The conversation has its origins in Resolution 5 of the Conference of Chief Justices, which sets a goal of 100% access to justice for essential civil legal needs and encourages each state to develop a strategic plan to get there. In his latest post, Zorza suggests that as part of this effort, ADR system design focus on triage, consent, the role of the neutral, the use of nonlawyers and outcome measures. I agree with most of these, and see in them the need to fully integrate ADR into the Chiefs’ efforts to achieve 100% access.
Resolution 5 calls for enhanced services in order to reach 100% access, including self-help services, unbundled legal services, pro bono assistance, effective use of technology and increased availability of legal aid services. As I see it, all of these need to integrate with ADR in order for ADR to be used effectively to provide access to justice. Triage and consent require that parties be informed of the options available to them, the pros and cons of each option, and how ADR processes work. This information can be provided through help desks, online resources and unbundled legal services, as well as the traditional pro bono assistance. As these are expanded, they need to incorporate good information and advice about ADR.

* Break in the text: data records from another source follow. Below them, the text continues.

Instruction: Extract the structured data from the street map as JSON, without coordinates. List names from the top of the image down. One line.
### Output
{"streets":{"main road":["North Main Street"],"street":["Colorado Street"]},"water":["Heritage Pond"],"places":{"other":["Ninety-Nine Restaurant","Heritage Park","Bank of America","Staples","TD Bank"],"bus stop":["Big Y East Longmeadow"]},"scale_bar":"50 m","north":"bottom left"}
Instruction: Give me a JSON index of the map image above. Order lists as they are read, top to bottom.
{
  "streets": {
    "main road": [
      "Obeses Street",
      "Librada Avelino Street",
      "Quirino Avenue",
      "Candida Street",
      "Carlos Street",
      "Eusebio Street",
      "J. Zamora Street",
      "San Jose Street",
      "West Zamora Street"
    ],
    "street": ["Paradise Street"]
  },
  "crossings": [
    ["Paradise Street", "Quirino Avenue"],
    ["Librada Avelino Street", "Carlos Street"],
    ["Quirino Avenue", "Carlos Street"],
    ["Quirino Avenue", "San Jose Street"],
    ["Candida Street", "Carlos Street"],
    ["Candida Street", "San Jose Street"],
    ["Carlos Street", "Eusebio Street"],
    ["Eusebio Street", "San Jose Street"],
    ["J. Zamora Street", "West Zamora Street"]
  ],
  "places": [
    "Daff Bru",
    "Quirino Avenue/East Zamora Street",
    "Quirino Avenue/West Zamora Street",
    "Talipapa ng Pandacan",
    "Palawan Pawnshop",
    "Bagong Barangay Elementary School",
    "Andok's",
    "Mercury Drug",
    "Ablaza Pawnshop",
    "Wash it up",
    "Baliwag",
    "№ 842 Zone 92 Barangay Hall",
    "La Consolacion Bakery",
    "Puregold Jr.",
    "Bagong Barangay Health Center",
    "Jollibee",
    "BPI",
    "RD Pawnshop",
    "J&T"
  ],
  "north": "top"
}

These types of services are needed as well in order for more self-represented litigants (SRL’s) to get access to ADR. In discussing triage, Zorza says that, “It will be helpful that there is already pretty broad consensus within the 100% world that relative power or powerless is an important component of triage as to what assistance litigants need, and I would assume that that is already generally considered a major component in the ADR appropriateness analysis that is already being done, I would hope routinely.” Generally, when the option is mediation, courts handle the question of power imbalance by not sending cases to mediation when one party is self-represented. This limits the options for those parties, however, and places more burden on the court.
Zorza wants to “unmuzzle” neutrals as a way of expanding the use of ADR to these types of cases. To him, this means allowing neutrals to help parties “understand their rights and the implications of their choices.” This is the recommendation I don’t agree with, at least when it comes to mediation. The line between legal information and legal advice is very fine but cannot be crossed. Asking mediators to find that line when there is no real consensus on where it is will create problems not just for the mediators but for the courts as well. Further, encouraging mediators to provide legal information to a party opens the mediator to the appearance of bias as they could be seen as helping one party and not the other.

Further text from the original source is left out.